FIGURE 11. The number of write operations in PCM.

These operations greatly reduce the bus utilization. Therefore, in WIRD, the large drop in the write-to-read switching rate greatly reduces the read and write reverse pause delay of data bus. Fig. 10 provides the best agreement for the decreasing of PCM effective page write access time as shown in Fig. 8.

Fig. 11 shows the number of write operations in PCM for unmanaged, RaPP, M-CLOCK, AC-CLOCK and WIRD. As shown in Fig. 11, the PCM write count of WIRD is significantly decreased than the other algorithms for most cases. Specifically, WIRD reduces the write operations in PCM by an average of 33. 69%, 86.85%, and 63.08%, 99.67% at maximum compared with RaPP and umanaged respectively.

Maybe in Fig. 11, for jpeg\_dec, the write count in WIRD(130) is a little higher than that of RaPP(37), but the gap between them is smaller than other applications. WIRD algorithm uses only 16 migrations which is much smaller than that of RaPP (42). This exactly implies that our proposed scheme estimates the write references accurately with limited migration times (high efficiency).

As to FFT, most pages in FFT have large read operations after the write operation. Then, the next write operation would occur in another page. This phenomenon indicates that in FFT there are a lot of distributed not-so-hot write pages. WIRD leaves large number of read operations in PCM (as shown in Fig. 9) and the MAPP in WIRD is much higher than that of the other policies. The results mentioned above certificate that WIRD accurately picks much hotter write pages out than M-CLOCK and AC-CLOCK do. Although other policies reduce much write operations than WIRD, the contribution to the reduction is the excessive migrations including many not-so-hot write pages. The reduction of PCM write access latency in WIRD (compared with M-CLOCK and AC-CLOCK) also provides the best agreement for the accuracy character in the proposed algorithm.
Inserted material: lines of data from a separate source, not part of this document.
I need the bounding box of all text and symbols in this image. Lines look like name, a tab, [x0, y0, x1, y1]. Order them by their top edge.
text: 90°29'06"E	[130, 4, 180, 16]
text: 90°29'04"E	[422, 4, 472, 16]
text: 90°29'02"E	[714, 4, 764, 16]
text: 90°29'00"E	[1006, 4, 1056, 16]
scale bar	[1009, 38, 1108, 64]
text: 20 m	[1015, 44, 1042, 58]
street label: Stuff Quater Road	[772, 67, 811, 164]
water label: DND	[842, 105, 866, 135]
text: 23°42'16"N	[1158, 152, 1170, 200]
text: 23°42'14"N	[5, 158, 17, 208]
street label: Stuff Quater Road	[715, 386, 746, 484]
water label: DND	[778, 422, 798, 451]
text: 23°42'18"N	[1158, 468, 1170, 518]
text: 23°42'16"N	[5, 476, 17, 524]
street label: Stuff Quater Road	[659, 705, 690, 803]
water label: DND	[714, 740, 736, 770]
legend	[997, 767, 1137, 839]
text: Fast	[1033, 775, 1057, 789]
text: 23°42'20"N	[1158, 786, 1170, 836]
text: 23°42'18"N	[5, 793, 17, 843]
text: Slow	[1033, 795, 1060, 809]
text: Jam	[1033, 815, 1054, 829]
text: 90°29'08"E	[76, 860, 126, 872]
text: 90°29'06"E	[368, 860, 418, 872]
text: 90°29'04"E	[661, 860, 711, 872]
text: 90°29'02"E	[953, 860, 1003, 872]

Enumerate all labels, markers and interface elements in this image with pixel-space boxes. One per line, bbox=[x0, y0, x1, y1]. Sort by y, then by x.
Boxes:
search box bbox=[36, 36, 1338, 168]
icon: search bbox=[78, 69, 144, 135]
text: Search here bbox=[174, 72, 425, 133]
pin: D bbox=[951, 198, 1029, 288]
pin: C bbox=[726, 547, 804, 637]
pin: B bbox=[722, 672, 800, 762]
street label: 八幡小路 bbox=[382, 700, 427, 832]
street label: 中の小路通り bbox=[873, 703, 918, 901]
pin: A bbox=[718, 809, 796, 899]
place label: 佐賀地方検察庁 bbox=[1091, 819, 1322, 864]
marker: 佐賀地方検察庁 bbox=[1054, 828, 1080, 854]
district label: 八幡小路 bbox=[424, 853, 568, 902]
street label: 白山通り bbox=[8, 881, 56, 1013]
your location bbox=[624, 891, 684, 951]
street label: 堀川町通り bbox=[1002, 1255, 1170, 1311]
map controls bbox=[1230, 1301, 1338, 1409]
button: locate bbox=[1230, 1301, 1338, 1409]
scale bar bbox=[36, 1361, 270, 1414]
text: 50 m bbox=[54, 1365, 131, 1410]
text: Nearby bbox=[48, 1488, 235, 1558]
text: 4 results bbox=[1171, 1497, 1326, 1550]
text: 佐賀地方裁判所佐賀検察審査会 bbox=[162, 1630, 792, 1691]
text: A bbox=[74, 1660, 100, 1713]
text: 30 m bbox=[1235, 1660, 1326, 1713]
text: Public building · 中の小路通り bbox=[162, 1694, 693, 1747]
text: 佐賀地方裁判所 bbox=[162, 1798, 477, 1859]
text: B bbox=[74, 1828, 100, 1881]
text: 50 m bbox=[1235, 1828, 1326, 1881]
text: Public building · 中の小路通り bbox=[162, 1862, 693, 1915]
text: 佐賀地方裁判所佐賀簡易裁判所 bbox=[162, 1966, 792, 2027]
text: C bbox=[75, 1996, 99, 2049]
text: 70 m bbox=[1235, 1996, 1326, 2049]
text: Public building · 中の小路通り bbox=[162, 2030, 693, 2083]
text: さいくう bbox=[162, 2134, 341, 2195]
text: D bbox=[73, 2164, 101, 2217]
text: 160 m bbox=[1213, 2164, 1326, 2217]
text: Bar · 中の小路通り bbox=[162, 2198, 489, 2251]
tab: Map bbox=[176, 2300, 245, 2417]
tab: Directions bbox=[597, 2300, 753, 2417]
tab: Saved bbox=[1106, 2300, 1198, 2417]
To workloads h264enc and mepg2dec, the capability in reducing the write operations of PCM may not as well as M-CLOCK and AC-CLOCK do. However, one can find that in Fig. 7, the MAPP and AWRPM in WIRD are much higher



than that of M-CLOCK and AC-CLOCK. This phenomenon indicates that, in M-LCOCK and AC-CLOCK, the migrated pages are not the so hot pages and the contributions to the reduction in operations are belonging to the excessive migrations in these two algorithms. In Fig. 8(c) and (f), the PCM average write access latencies of these two workloads are lower than that of M-CLOCK and AC-CLOCK. The reason for this phenomenon is that these applications running with M-CLOCK and AC-CLOCK have higher migration times which result in the increasing of PCM write queue latency while exchanging pages in PCM. The PCM write queue latency increasing leads to a higher PCM write access time. Consequently, WIRD can significantly reduce the write operations in PCM while obtaining lower PCM write access latency.

#### VI. CONCLUSION

PCM has been adopted as one of the most promising technologies to be incorporated into the memory hierarchy in order to enlarge the capacity of memory and reduce the processing latency of embedded systems.

In this paper, we analyzed the characteristics of image processing applications and found that inter-reference distance with history write frequency may be a better estimator in predicting the future memory writes in image processing applications. Based on these observations, we presented a novel page migration scheme for memory controller called WIRD.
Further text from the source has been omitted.